I have spent the last year building AI agents at Gatekeeper.
They review contracts, onboard suppliers, monitor compliance, assess due diligence, and manage renewals.
Some worked immediately.
Others took rounds of testing and refinement.
All of them taught me something about how AI agents actually work in production.
In my last post, I explained what AI agents are. Read that here.
In this one, I am showing you exactly how they work across real procurement workflows, with actual outputs and the lessons I learned building them.
First, the things nobody tells you.
Four Things I Learned Building Agents
1. Agents do not get bored.
This sounds obvious until you see it in action.
A supplier submits their due diligence response. What happens next used to be predictable.
It sits in a queue.
Gets batched with 20 others.
Someone carves out half a day.
They get through five before context switching.
The rest wait until next week.
Each response takes a minimum of four hours to review properly. You are checking the same boxes, reading the same questions, validating the same compliance requirements.
You get tired.
You procrastinate.
You check Slack.
You get a coffee.
You tell yourself you will finish tomorrow.
An agent takes minutes per response. It does not care if it is the first or the fiftieth. It just follows your instructions and keeps working.
That is the breakthrough. Not speed alone, but the elimination of human fatigue on repetitive work.

2. Agents are more thorough than humans at this work.
Their diligence is superior.
They examine every detail without the mental drain of voluminous, repetitive data work.

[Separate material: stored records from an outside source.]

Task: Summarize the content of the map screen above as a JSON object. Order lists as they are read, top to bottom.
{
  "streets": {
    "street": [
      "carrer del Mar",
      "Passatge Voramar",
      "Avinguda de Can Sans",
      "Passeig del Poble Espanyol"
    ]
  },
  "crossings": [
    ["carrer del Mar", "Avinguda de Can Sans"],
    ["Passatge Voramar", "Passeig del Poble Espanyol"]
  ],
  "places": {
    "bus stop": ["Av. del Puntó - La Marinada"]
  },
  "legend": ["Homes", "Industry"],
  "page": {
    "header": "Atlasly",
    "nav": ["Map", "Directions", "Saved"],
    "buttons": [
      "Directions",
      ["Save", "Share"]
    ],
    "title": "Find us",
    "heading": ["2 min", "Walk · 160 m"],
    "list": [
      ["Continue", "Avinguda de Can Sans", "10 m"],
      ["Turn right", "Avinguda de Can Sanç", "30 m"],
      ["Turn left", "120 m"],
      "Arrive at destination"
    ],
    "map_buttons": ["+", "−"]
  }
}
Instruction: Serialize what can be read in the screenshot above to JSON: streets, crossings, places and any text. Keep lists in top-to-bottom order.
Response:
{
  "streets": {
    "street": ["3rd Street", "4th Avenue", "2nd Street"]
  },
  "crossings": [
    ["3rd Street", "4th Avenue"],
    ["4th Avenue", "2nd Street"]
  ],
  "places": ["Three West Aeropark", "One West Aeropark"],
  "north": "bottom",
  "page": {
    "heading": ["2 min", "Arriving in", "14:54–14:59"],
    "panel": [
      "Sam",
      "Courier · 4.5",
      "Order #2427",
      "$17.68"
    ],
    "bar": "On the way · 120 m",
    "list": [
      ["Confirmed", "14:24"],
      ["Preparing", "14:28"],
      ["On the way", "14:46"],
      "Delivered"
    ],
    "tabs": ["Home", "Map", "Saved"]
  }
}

If we take a supplier that we are onboarding, the due diligence review from an agent will uncover every nook and cranny. Stuff that we as human reviewers would usually miss because, one, we are so fed up of this soul draining work, and two, we are just so busy with the sheer volume of it.
It is okay to admit that an AI agent is superior at this kind of work. It should be. It is designed to take huge amounts of data in, work with that data, and give an output. We are not designed that way.
3. Setup is straightforward, but process maturity matters.
Building agents that work is not complicated.
But it does require you to have a good understanding of your processes in the first place.
Going from manual straight to agentic ways of working is absolutely doable.
But we would traditionally consider this a staircase.

You go from manual to an automated process. You understand everything that works. Then you add agents on top of your digital processes.
If you have the right information ready, the setup work could be done within minutes or hours.
For people who do not have the right information, it will take longer.
That is why I am writing this content: to get you prepared and thinking about this so you can rapidly deploy agents in the future.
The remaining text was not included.